--- START ---

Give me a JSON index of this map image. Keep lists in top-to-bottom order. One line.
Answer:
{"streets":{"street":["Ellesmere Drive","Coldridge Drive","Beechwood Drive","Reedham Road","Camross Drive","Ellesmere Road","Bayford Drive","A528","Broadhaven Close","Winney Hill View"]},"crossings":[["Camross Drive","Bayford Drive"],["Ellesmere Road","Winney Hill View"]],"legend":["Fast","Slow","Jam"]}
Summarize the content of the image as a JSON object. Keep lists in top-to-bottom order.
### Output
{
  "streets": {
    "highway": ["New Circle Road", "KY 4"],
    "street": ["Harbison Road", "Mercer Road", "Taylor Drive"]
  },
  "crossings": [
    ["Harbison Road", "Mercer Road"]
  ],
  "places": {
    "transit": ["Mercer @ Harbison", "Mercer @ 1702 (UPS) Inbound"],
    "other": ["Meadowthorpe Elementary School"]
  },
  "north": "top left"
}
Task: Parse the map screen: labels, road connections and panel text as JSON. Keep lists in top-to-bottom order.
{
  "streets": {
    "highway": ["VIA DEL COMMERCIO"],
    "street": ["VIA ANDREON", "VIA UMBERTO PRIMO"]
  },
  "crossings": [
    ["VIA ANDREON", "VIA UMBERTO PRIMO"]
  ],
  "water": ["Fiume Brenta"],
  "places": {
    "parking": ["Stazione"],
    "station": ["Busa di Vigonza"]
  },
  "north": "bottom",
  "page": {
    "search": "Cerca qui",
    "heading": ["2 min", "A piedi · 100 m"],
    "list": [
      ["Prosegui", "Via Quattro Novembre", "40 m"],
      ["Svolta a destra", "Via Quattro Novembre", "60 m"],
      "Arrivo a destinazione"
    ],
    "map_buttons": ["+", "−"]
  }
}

--- END ---

WHAT TO WORK ON => Transcribe, exactly and completely, all of the entries.

RESULT OF THIS TASK =>
Give me a JSON index of this map image. Keep lists in top-to-bottom order. One line.
Answer:
{"streets":{"street":["Ellesmere Drive","Coldridge Drive","Beechwood Drive","Reedham Road","Camross Drive","Ellesmere Road","Bayford Drive","A528","Broadhaven Close","Winney Hill View"]},"crossings":[["Camross Drive","Bayford Drive"],["Ellesmere Road","Winney Hill View"]],"legend":["Fast","Slow","Jam"]}
Summarize the content of the image as a JSON object. Keep lists in top-to-bottom order.
### Output
{
  "streets": {
    "highway": ["New Circle Road", "KY 4"],
    "street": ["Harbison Road", "Mercer Road", "Taylor Drive"]
  },
  "crossings": [
    ["Harbison Road", "Mercer Road"]
  ],
  "places": {
    "transit": ["Mercer @ Harbison", "Mercer @ 1702 (UPS) Inbound"],
    "other": ["Meadowthorpe Elementary School"]
  },
  "north": "top left"
}
Task: Parse the map screen: labels, road connections and panel text as JSON. Keep lists in top-to-bottom order.
{
  "streets": {
    "highway": ["VIA DEL COMMERCIO"],
    "street": ["VIA ANDREON", "VIA UMBERTO PRIMO"]
  },
  "crossings": [
    ["VIA ANDREON", "VIA UMBERTO PRIMO"]
  ],
  "water": ["Fiume Brenta"],
  "places": {
    "parking": ["Stazione"],
    "station": ["Busa di Vigonza"]
  },
  "north": "bottom",
  "page": {
    "search": "Cerca qui",
    "heading": ["2 min", "A piedi · 100 m"],
    "list": [
      ["Prosegui", "Via Quattro Novembre", "40 m"],
      ["Svolta a destra", "Via Quattro Novembre", "60 m"],
      "Arrivo a destinazione"
    ],
    "map_buttons": ["+", "−"]
  }
}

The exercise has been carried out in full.